UC Riverside

Hydrophobic organic contaminants (HOCs) are anthropogenic compounds that have been used for many decades in a wide range of applications. Due to human activities and improper disposal, many HOCs have been deposited into aquatic environments where they strongly sorb to hydrophobic matrixes like bed sediments and can pose risk to aquatic organisms. Therefore, understanding the processes and factors that influence the bioavailability of HOCs is important for predicting and refining risk assessments, particularly for coastal marine sediments where contamination from adjacent urban centers is expected while relatively much less is known. Here we evaluated the bioavailability of aged DDTs and PCBs in historically contaminated sediment from the Palos Verdes Shelf Superfund Site. Total HOC concentrations remain as high as 41,000 mg/kg. However, these aged HOC residues had dramatically reduced bioaccessibility; the bioaccessible fraction was generally <20%, and biota-sediment accumulation factor (BSAF) values ranged from 0.11-29. Therefore, it is important to consider the history and bioavailability of HOCs when conducting risk assessments. A subsequent study evaluated the use of different types of black carbon as an amendment to enhance sequestration and immobilization of HOCs. All amendment materials decreased Cfree and bioaccumulation, with Cfree ranging from nd-1.34 ng/L, and BSAFs from nd-0.024. Although the PAC resulted in significantly higher sequestration, the relative reductions were small, and the limited changes were likely due to the sediment’s high organic matter content (5.4 %) and that the HOCs already had reduced bioavailability due to extensive aging. Therefore, the use of black carbon amendments may not be ideal for remediation of sediments with aged contaminants.
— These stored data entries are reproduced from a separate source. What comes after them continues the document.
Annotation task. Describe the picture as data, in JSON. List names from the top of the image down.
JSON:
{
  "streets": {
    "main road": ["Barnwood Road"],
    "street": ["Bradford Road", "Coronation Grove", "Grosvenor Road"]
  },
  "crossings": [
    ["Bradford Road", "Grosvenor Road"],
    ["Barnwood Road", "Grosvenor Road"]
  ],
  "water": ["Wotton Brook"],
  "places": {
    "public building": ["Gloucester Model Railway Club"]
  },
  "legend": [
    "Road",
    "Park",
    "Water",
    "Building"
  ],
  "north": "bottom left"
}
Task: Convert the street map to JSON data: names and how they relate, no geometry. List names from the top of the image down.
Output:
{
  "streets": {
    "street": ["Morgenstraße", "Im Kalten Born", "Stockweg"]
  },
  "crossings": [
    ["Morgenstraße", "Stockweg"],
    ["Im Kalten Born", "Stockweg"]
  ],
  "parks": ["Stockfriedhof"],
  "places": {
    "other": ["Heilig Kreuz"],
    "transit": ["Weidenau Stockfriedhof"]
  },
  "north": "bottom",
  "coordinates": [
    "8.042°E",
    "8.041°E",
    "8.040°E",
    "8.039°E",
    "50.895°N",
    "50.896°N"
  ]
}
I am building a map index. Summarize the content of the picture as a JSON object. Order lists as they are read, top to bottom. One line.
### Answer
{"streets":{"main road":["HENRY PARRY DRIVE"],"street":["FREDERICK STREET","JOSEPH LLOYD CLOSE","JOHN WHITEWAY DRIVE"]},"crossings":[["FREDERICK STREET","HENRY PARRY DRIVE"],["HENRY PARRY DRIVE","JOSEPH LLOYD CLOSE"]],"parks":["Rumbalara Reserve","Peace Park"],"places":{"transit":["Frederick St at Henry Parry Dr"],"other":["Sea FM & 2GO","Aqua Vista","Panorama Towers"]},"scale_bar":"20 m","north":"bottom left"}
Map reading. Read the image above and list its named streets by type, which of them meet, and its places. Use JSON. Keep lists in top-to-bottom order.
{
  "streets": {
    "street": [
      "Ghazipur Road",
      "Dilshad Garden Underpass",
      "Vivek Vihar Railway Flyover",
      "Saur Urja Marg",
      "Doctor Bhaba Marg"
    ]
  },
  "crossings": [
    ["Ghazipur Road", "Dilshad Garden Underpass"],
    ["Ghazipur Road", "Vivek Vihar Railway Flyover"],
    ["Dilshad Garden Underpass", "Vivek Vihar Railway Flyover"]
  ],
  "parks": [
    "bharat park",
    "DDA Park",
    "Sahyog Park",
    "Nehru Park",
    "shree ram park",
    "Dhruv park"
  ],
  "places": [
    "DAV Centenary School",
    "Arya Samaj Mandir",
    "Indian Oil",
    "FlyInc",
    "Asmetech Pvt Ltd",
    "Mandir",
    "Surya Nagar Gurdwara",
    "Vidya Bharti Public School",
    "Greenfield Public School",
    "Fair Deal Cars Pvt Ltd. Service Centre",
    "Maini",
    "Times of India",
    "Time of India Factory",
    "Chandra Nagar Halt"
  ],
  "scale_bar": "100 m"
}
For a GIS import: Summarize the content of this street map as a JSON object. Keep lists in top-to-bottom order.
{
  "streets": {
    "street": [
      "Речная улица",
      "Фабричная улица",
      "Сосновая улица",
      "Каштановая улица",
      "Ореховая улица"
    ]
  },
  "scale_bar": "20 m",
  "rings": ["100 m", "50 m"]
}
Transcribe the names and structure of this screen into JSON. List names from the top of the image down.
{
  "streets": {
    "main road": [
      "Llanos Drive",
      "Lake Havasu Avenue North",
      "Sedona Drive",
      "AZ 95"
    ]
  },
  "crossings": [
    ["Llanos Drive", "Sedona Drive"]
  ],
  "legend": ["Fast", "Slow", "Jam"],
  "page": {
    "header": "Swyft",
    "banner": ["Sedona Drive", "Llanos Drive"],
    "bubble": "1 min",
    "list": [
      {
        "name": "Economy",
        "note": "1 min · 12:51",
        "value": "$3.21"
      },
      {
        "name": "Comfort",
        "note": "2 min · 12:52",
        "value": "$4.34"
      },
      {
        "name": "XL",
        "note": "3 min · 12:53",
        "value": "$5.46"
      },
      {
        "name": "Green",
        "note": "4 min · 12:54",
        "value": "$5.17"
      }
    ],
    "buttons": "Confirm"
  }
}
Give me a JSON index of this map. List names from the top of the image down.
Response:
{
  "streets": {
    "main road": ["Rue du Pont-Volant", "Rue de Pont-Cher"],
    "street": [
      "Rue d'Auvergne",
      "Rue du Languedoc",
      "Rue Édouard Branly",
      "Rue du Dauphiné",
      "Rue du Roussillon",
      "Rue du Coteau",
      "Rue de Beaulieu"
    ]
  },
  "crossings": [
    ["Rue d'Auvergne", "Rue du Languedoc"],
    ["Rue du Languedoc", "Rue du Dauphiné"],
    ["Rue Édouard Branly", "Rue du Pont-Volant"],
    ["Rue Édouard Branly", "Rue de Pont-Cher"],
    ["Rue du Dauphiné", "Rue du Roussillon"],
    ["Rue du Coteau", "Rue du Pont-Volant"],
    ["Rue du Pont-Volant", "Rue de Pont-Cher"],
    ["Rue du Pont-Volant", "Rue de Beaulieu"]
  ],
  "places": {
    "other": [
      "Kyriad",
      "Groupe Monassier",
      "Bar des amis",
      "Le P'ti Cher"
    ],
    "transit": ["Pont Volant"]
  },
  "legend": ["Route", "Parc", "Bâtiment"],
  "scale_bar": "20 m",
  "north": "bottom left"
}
The last study evaluated the distribution and source of urban-use insecticides in marine sediments off the coast of Los Angeles. Pyrethroids and a fipronil degradate, fipronil sulfide, were frequently detected across the PV Shelf in concentrations that may pose toxicity (nd-170 µg/kg). Some of these insecticides were attributed to WWTP effluent emission, while the rest were associated with nonpoint sources. These findings highlight the need for more systematic studies on toxicity of legacy and current-use HOCs for marine organisms and development of strategies to minimize their emission into the coastal environment.